The exhibit, which runs until Jan. 13 at Pico House, 430 N. Main St., features photos of French immigrants from 1827 to 1927. The images are displayed on strikingly modern walls of curved plastic to symbolize the immigrant’s winding journey, said curator Tamara Devrient.

One of the first French immigrants to Los Angeles was Jean-Louis Vignes, a Bordeaux vintner who arrived here in 1831. He imported the first French vines here and lured so many compatriots to join him that he became known as the “father of French immigration to Los Angeles,” Demeestere said. His vineyards covered much of today’s downtown; Vignes Street is named after him.

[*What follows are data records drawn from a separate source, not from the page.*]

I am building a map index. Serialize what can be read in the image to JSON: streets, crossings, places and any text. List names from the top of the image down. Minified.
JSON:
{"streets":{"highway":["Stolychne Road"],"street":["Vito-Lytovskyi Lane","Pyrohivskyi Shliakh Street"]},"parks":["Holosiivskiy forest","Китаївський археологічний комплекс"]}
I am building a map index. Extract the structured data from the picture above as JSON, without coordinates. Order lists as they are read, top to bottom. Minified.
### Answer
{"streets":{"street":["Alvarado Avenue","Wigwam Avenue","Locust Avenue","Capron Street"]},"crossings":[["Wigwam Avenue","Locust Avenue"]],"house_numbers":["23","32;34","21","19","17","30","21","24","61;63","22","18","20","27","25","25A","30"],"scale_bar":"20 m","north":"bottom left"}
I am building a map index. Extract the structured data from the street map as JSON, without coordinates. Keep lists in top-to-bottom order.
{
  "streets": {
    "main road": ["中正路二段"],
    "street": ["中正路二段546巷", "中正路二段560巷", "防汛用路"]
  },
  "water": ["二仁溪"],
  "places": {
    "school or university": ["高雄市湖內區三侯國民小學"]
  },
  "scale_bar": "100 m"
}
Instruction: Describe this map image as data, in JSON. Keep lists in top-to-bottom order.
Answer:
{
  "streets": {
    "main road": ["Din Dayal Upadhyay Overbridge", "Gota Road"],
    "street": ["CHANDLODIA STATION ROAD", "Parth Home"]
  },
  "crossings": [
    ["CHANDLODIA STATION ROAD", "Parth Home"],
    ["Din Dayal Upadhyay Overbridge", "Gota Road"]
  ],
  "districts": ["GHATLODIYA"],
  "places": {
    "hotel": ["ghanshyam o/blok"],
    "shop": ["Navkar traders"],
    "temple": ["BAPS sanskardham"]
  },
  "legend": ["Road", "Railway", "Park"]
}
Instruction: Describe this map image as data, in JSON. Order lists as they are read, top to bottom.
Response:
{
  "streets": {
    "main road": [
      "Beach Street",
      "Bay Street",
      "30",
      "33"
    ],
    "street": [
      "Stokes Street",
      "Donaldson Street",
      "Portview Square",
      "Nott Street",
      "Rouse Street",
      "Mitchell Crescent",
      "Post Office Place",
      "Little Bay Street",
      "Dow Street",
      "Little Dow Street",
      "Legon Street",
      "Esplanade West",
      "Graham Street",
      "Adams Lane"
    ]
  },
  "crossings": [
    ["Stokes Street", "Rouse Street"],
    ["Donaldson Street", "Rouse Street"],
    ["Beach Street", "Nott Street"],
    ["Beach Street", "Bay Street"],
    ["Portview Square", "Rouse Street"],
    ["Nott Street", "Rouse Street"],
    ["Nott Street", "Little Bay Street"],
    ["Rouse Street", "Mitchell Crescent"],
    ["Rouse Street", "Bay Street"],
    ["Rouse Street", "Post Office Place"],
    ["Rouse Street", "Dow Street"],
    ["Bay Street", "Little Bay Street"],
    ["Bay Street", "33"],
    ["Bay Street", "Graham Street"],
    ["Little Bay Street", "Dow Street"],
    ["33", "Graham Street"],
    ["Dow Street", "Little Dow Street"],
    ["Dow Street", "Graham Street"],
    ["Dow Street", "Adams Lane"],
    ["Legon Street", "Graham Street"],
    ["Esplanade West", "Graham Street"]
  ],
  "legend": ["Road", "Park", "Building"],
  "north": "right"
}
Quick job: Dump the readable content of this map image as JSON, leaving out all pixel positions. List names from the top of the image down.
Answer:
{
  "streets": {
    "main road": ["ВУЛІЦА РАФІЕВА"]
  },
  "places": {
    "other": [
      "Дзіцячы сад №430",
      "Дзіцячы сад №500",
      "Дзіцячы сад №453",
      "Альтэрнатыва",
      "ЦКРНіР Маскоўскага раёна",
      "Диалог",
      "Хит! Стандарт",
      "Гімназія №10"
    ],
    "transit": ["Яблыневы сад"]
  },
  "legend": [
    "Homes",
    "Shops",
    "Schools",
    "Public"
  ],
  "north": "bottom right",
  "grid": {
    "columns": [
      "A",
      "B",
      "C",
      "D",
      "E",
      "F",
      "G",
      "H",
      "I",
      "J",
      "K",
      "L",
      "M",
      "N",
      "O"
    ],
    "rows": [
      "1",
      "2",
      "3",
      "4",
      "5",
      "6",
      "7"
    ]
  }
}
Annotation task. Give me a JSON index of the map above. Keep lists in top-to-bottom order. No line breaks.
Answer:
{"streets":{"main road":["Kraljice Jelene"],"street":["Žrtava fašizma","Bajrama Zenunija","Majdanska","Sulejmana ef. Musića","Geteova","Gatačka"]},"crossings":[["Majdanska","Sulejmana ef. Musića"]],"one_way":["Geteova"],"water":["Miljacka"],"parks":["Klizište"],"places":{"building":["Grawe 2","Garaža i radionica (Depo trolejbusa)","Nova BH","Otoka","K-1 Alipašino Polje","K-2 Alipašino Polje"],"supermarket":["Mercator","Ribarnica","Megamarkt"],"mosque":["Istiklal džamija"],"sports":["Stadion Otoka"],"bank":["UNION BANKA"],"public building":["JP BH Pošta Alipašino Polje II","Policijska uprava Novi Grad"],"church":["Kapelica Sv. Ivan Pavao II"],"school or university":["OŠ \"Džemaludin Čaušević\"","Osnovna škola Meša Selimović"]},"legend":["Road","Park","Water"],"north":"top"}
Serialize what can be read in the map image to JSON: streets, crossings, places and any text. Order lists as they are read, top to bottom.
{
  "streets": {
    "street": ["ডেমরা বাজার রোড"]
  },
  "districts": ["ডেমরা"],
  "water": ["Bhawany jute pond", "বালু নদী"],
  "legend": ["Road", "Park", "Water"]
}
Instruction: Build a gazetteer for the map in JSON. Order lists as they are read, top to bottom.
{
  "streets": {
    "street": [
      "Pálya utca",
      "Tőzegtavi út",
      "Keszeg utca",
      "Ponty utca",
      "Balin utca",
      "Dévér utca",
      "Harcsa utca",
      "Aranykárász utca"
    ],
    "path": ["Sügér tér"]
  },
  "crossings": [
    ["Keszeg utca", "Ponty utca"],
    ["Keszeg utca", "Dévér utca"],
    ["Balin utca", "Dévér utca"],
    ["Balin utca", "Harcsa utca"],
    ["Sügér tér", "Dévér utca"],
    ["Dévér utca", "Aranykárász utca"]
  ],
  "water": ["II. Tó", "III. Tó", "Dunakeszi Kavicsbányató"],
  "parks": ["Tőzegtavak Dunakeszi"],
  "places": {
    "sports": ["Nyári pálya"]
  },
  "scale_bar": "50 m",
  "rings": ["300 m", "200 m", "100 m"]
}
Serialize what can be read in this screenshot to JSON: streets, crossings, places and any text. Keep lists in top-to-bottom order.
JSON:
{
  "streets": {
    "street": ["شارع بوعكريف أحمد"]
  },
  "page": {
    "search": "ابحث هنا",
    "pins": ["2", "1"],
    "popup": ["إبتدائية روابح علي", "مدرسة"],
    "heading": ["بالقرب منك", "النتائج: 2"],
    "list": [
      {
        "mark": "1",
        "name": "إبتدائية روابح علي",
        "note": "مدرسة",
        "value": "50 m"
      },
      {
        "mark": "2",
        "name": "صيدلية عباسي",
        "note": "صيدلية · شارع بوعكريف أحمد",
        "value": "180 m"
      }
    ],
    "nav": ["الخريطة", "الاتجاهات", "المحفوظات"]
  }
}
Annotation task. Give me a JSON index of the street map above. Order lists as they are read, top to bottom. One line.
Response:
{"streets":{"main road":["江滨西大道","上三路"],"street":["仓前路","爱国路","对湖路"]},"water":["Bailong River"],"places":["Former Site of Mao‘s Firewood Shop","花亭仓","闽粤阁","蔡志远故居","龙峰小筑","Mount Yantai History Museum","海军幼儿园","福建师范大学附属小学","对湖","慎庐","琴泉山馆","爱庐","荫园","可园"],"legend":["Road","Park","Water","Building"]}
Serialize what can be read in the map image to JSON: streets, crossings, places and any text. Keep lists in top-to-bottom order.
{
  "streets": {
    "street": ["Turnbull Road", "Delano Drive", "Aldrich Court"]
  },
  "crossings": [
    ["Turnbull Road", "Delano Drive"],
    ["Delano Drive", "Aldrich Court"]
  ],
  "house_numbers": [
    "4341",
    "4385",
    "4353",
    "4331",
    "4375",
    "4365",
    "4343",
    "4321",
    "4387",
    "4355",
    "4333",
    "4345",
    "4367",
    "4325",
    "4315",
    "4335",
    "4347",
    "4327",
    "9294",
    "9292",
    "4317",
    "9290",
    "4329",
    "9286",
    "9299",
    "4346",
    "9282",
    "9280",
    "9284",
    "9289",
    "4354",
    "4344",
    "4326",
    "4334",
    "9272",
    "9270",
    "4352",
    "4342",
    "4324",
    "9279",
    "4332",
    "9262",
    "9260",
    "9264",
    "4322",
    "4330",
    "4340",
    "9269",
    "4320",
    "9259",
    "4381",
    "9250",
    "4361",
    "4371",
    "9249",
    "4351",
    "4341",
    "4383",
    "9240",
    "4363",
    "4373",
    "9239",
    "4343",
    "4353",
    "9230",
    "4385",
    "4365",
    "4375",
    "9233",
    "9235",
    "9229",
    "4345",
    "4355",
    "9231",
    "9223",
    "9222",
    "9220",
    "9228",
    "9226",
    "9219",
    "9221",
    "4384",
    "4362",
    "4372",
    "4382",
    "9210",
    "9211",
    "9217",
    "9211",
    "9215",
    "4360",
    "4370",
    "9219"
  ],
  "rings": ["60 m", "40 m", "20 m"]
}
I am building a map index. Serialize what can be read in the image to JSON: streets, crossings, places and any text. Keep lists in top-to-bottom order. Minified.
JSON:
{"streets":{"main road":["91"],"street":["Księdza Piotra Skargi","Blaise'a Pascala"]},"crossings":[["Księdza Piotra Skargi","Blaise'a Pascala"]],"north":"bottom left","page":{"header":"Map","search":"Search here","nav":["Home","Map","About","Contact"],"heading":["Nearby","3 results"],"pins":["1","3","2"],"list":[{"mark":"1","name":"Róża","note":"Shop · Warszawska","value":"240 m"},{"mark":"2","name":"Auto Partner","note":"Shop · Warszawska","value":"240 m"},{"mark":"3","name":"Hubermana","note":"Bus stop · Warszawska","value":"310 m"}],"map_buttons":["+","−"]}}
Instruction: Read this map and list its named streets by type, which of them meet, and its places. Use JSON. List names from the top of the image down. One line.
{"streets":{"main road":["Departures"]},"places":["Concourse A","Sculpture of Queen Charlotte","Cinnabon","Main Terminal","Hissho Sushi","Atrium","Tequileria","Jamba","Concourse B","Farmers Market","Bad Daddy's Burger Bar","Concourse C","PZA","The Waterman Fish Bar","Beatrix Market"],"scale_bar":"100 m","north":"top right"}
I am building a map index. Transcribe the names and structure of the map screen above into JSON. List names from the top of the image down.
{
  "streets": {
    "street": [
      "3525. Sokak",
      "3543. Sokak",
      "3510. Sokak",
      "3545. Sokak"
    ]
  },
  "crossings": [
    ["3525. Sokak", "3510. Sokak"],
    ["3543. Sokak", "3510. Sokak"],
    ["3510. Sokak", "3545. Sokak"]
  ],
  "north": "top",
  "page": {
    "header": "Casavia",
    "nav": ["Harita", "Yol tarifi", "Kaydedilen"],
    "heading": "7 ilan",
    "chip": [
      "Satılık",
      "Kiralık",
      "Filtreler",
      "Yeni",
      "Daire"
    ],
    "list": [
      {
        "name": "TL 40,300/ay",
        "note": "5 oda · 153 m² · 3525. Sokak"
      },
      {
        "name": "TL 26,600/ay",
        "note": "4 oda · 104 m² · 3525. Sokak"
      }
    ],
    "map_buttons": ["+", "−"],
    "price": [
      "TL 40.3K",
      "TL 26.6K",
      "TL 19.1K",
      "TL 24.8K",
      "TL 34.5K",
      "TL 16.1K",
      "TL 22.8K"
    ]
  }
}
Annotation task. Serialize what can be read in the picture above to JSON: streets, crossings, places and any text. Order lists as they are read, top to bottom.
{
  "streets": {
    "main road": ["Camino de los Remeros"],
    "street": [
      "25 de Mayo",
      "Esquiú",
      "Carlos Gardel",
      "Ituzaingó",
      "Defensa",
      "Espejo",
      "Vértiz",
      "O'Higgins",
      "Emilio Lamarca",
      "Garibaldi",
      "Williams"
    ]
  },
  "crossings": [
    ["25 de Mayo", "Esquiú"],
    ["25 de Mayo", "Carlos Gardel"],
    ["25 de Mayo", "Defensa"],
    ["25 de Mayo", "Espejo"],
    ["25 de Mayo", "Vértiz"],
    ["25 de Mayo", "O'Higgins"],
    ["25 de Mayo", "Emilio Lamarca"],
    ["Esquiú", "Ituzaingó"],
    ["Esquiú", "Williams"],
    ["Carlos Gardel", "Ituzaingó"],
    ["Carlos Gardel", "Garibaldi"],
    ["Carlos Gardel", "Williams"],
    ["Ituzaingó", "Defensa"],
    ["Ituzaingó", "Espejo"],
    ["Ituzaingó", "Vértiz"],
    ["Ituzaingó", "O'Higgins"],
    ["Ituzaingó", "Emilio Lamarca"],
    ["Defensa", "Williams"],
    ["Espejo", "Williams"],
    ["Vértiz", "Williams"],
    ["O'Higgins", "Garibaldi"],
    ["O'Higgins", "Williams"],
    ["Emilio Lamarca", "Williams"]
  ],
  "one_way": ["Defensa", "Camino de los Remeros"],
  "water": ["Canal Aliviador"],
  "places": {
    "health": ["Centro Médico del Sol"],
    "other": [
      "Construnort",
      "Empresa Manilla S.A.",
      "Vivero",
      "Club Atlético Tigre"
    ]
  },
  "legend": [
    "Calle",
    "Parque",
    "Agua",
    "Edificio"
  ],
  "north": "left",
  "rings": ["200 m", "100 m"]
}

Other immigrants followed the early pioneers in two subsequent waves: one during the Gold Rush years and a larger one during the 1880s. The Gold Rush years attracted more-educated immigrants who became political and business leaders; the second wave was dominated by poor and less-skilled migrants from the Pyrenees and Alps regions of France, Demeestere said.

She estimates that today’s French immigrant community in Southern California numbers 50,000 to 60,000, with no discernible center since the French Quarter on Aliso Street in downtown Los Angeles was swallowed up by municipal developments more than eight decades ago.

“I wanted to present an image of French people which is different than the wine and the food,” Demeestere said. “They were pioneers and entrepreneurs.”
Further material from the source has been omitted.